» ACTIVITY:
Read the lines of the data below and retrieve those with "view".

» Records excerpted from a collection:
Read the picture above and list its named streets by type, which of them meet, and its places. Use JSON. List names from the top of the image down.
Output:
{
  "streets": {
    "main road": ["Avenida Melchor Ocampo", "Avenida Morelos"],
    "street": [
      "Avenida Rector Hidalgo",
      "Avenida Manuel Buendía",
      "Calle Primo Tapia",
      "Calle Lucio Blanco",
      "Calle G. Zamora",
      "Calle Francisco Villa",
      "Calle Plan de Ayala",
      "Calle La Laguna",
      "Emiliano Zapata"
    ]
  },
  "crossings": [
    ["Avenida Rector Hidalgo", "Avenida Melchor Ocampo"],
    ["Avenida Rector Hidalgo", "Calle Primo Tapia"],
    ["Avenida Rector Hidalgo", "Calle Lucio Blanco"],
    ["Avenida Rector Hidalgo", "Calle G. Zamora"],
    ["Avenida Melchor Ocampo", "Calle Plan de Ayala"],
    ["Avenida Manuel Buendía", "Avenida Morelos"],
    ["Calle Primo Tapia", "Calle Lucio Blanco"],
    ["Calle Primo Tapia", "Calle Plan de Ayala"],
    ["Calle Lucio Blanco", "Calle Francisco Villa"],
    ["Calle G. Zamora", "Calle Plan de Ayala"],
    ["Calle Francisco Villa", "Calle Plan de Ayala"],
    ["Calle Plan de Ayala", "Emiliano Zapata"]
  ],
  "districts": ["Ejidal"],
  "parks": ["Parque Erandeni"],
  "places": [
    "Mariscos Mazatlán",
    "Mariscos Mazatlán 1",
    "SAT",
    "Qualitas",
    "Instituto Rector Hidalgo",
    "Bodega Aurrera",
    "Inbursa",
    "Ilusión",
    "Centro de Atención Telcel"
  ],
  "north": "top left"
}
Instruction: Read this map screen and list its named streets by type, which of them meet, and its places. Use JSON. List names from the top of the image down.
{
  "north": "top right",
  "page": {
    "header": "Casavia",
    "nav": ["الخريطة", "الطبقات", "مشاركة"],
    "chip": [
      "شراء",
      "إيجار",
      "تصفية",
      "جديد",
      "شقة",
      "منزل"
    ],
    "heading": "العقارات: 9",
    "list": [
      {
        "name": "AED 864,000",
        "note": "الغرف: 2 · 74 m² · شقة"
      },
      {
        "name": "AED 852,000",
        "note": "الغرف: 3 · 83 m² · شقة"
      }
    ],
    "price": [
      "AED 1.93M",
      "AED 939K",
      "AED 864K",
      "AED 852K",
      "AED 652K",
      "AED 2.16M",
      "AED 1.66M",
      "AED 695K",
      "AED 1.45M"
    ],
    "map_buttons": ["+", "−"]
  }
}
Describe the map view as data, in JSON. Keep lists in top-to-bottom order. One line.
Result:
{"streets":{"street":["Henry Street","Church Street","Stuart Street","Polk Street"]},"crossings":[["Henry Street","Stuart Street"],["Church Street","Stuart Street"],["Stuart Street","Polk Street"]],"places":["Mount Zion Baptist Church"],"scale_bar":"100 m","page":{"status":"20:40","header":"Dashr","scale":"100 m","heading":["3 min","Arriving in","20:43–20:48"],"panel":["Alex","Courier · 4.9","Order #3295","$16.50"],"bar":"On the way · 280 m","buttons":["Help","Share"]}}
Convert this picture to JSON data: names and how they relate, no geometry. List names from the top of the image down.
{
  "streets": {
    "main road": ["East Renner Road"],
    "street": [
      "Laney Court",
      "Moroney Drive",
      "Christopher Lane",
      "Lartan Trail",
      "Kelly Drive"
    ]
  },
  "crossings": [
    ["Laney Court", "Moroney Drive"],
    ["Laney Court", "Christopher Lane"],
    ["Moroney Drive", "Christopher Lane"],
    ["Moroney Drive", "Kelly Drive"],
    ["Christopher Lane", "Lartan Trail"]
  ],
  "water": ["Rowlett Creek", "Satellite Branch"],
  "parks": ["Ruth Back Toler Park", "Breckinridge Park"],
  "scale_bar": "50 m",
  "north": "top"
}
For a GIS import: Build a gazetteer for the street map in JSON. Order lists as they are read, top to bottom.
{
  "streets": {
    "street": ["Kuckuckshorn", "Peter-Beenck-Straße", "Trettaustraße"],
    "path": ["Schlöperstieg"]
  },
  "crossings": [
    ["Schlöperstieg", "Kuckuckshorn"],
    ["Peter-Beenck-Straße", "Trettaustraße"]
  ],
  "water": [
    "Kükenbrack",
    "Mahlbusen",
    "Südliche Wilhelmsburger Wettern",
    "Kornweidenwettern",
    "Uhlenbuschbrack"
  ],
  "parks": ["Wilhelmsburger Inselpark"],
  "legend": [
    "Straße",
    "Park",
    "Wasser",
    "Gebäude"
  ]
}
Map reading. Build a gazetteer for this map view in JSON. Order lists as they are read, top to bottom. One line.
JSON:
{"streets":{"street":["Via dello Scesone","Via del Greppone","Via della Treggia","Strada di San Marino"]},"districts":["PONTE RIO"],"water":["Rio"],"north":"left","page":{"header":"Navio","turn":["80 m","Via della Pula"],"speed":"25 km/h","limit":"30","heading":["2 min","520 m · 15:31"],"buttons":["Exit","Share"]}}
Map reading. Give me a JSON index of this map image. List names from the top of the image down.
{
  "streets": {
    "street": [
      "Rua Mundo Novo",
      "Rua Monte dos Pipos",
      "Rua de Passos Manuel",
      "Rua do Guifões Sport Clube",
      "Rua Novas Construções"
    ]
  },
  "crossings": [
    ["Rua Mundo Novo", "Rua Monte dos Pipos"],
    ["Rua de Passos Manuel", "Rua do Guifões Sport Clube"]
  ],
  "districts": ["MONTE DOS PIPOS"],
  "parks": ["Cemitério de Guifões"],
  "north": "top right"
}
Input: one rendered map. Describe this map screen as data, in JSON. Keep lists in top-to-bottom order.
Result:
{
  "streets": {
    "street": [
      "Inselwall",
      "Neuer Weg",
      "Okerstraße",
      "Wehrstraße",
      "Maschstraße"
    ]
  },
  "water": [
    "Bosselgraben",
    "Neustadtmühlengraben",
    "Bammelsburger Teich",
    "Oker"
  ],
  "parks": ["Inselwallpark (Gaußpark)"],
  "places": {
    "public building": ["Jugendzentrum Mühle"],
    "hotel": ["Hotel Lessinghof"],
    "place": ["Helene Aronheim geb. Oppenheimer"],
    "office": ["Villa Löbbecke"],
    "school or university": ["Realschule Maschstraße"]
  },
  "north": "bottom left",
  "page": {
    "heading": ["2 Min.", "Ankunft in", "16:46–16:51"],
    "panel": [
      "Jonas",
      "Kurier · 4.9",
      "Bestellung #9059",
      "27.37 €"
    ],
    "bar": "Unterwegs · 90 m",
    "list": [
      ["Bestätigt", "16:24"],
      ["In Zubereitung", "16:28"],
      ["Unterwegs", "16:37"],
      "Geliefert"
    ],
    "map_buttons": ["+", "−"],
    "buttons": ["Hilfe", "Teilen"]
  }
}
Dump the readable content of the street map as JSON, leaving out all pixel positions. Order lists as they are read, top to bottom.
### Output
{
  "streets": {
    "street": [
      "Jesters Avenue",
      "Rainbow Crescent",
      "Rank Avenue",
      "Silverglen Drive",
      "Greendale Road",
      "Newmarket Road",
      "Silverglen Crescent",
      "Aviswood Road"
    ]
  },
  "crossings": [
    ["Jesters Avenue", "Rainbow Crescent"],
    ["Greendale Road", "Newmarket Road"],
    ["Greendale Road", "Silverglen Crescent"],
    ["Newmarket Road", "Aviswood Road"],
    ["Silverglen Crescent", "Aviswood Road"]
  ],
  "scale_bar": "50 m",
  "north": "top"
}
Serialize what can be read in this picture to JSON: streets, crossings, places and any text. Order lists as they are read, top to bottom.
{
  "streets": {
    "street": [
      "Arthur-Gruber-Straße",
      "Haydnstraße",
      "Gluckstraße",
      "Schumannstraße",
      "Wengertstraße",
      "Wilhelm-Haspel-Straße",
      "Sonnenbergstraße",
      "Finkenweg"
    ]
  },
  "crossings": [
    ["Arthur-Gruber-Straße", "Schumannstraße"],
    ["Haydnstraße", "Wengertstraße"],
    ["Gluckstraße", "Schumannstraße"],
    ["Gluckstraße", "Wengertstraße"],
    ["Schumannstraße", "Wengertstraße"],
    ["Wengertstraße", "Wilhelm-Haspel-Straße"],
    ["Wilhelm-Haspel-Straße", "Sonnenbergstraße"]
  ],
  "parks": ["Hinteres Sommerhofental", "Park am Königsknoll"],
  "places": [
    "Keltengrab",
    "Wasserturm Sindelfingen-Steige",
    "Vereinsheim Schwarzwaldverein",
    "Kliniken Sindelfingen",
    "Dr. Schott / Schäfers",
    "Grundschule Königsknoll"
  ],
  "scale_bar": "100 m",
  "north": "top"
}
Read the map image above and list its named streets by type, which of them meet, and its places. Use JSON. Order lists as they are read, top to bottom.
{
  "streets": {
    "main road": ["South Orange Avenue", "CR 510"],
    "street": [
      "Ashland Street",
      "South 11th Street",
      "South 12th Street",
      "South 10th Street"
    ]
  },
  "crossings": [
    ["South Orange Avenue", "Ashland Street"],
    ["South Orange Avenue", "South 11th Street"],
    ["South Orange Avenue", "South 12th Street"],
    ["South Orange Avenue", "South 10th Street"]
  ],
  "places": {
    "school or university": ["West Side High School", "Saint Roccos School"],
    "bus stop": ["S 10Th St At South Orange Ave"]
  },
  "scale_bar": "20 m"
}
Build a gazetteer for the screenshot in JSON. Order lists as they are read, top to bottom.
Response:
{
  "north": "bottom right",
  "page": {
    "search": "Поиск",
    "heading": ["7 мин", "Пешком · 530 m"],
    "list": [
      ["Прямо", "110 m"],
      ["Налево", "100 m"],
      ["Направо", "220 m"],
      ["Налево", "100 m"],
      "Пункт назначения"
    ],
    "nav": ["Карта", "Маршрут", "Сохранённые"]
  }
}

» EXERCISE RESPONSE:
Describe the map view as data, in JSON. Keep lists in top-to-bottom order. One line.
Map reading. Build a gazetteer for this map view in JSON. Order lists as they are read, top to bottom. One line.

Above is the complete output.